▸ **Task details**:
Stop after the line that contains "1px #ada297) drop-shadow(0". Until then, retype each line of the entries exactly from the first one, skipping pictures.

▸ **Data shown**:
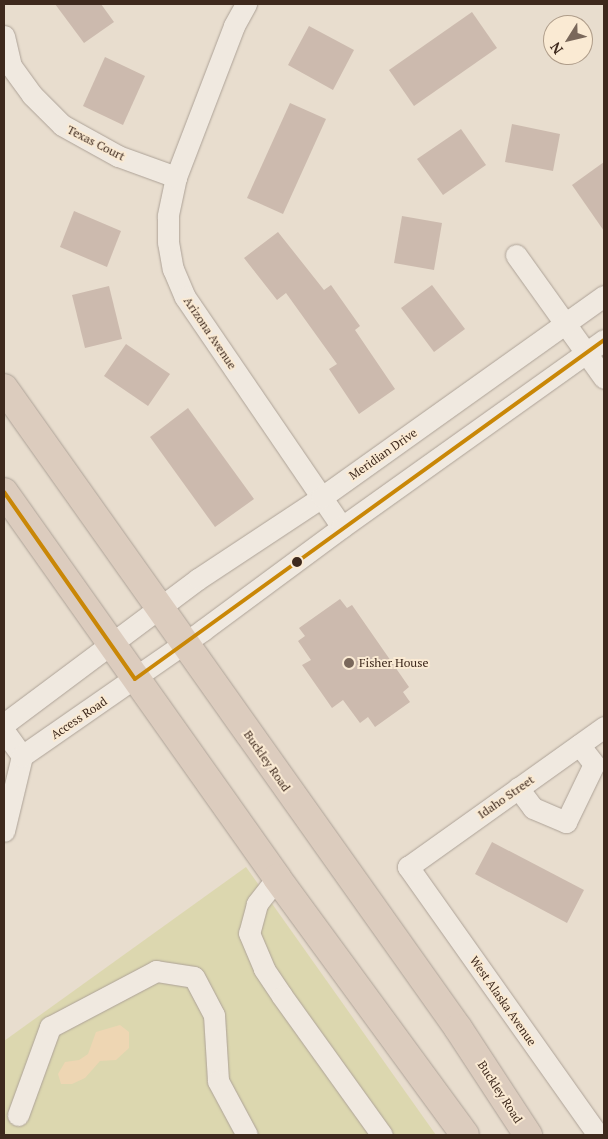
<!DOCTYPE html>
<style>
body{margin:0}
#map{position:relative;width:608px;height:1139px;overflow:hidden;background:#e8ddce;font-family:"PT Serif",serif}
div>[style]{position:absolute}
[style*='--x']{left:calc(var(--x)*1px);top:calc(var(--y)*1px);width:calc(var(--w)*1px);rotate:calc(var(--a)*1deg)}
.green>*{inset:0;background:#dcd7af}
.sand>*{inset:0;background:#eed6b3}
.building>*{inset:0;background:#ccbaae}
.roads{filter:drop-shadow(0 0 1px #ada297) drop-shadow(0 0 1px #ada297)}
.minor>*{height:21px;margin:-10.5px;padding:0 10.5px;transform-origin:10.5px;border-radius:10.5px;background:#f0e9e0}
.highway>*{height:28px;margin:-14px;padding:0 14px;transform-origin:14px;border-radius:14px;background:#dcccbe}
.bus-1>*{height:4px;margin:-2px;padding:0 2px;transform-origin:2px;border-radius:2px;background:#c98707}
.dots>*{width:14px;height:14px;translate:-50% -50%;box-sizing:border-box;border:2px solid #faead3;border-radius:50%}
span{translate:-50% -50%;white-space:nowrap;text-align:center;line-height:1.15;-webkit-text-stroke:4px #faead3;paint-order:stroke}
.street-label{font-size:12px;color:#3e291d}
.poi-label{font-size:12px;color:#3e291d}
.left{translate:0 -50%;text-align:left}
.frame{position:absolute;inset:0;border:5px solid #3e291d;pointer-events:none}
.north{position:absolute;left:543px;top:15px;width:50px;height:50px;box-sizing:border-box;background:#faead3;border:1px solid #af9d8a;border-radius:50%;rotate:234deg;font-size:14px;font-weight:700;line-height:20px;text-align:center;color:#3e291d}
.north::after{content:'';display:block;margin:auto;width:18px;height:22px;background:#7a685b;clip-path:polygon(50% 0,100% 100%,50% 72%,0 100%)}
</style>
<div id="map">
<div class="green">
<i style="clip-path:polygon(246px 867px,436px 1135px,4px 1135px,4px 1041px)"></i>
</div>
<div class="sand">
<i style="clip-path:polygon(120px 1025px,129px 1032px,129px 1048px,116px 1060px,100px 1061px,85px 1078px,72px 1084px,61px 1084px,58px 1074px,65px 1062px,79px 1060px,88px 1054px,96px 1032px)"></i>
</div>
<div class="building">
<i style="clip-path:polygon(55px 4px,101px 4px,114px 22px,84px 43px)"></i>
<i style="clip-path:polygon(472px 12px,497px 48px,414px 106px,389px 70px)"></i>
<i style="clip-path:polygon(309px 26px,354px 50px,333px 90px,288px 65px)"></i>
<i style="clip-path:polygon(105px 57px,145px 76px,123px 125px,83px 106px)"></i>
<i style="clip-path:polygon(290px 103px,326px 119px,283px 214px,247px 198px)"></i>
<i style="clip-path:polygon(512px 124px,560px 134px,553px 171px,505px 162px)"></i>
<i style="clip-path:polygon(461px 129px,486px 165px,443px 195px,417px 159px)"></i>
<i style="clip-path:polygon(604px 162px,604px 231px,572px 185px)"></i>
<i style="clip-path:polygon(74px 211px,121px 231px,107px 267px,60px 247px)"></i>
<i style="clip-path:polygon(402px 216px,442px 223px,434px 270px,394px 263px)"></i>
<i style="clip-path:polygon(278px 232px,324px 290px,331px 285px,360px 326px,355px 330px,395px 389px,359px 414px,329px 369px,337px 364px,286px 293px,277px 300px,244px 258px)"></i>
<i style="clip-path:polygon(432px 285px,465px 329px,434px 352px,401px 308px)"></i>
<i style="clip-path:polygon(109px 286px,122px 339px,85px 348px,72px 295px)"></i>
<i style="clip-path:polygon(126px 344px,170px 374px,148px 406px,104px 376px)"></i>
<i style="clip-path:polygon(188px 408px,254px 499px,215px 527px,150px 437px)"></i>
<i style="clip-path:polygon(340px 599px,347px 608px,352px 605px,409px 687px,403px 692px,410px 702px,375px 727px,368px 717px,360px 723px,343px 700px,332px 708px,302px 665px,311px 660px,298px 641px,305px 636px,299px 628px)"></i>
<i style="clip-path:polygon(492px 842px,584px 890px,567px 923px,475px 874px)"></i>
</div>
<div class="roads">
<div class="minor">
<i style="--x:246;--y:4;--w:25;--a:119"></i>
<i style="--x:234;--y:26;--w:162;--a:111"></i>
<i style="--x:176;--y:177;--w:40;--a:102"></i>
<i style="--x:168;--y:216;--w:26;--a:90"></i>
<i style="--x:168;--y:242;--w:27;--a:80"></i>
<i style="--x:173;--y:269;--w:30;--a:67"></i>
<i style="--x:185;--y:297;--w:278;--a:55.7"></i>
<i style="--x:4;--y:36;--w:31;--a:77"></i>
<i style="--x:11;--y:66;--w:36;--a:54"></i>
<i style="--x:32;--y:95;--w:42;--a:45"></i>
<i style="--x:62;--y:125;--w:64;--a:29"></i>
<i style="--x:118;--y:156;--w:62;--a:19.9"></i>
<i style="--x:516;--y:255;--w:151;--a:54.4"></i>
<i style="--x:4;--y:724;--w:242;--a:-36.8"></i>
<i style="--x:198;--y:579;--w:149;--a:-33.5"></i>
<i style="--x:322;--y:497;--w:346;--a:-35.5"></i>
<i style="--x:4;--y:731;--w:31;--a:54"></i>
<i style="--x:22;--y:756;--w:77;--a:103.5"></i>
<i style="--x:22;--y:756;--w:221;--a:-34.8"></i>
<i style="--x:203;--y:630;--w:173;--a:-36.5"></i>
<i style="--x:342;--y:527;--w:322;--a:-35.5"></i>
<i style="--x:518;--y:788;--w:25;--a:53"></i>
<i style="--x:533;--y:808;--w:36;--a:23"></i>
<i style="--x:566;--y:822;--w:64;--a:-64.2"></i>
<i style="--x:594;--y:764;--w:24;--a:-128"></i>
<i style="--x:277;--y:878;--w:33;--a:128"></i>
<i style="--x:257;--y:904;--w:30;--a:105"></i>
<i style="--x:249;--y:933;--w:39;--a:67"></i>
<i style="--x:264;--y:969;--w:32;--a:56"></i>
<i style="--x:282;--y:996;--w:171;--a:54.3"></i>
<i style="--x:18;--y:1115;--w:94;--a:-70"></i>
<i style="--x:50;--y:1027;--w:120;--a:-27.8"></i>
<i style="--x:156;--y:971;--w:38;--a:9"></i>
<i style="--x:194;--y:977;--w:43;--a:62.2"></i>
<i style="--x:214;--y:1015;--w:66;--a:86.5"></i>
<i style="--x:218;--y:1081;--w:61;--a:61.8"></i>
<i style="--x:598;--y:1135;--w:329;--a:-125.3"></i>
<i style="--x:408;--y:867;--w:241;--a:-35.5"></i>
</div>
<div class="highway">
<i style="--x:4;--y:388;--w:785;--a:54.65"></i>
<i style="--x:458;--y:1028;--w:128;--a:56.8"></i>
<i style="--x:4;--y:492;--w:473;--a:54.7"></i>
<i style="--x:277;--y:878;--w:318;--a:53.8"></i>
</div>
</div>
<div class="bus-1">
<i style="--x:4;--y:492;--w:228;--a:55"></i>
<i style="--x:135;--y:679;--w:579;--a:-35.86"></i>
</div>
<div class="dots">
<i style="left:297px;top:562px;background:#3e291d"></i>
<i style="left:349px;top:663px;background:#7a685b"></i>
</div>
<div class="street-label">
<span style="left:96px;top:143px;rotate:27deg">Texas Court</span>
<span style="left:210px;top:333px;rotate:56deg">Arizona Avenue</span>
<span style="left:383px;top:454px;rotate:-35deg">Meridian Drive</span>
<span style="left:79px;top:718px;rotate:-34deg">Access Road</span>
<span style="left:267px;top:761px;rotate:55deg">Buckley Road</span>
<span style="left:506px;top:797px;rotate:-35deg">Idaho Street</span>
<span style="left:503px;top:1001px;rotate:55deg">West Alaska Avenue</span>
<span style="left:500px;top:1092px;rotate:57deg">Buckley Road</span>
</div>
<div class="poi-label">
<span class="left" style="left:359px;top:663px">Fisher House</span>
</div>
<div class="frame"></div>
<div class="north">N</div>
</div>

▸ **Solution to this exercise**:
<!DOCTYPE html>
<style>
body{margin:0}
#map{position:relative;width:608px;height:1139px;overflow:hidden;background:#e8ddce;font-family:"PT Serif",serif}
div>[style]{position:absolute}
[style*='--x']{left:calc(var(--x)*1px);top:calc(var(--y)*1px);width:calc(var(--w)*1px);rotate:calc(var(--a)*1deg)}
.green>*{inset:0;background:#dcd7af}
.sand>*{inset:0;background:#eed6b3}
.building>*{inset:0;background:#ccbaae}
.roads{filter:drop-shadow(0 0 1px #ada297) drop-shadow(0 0 1px #ada297)}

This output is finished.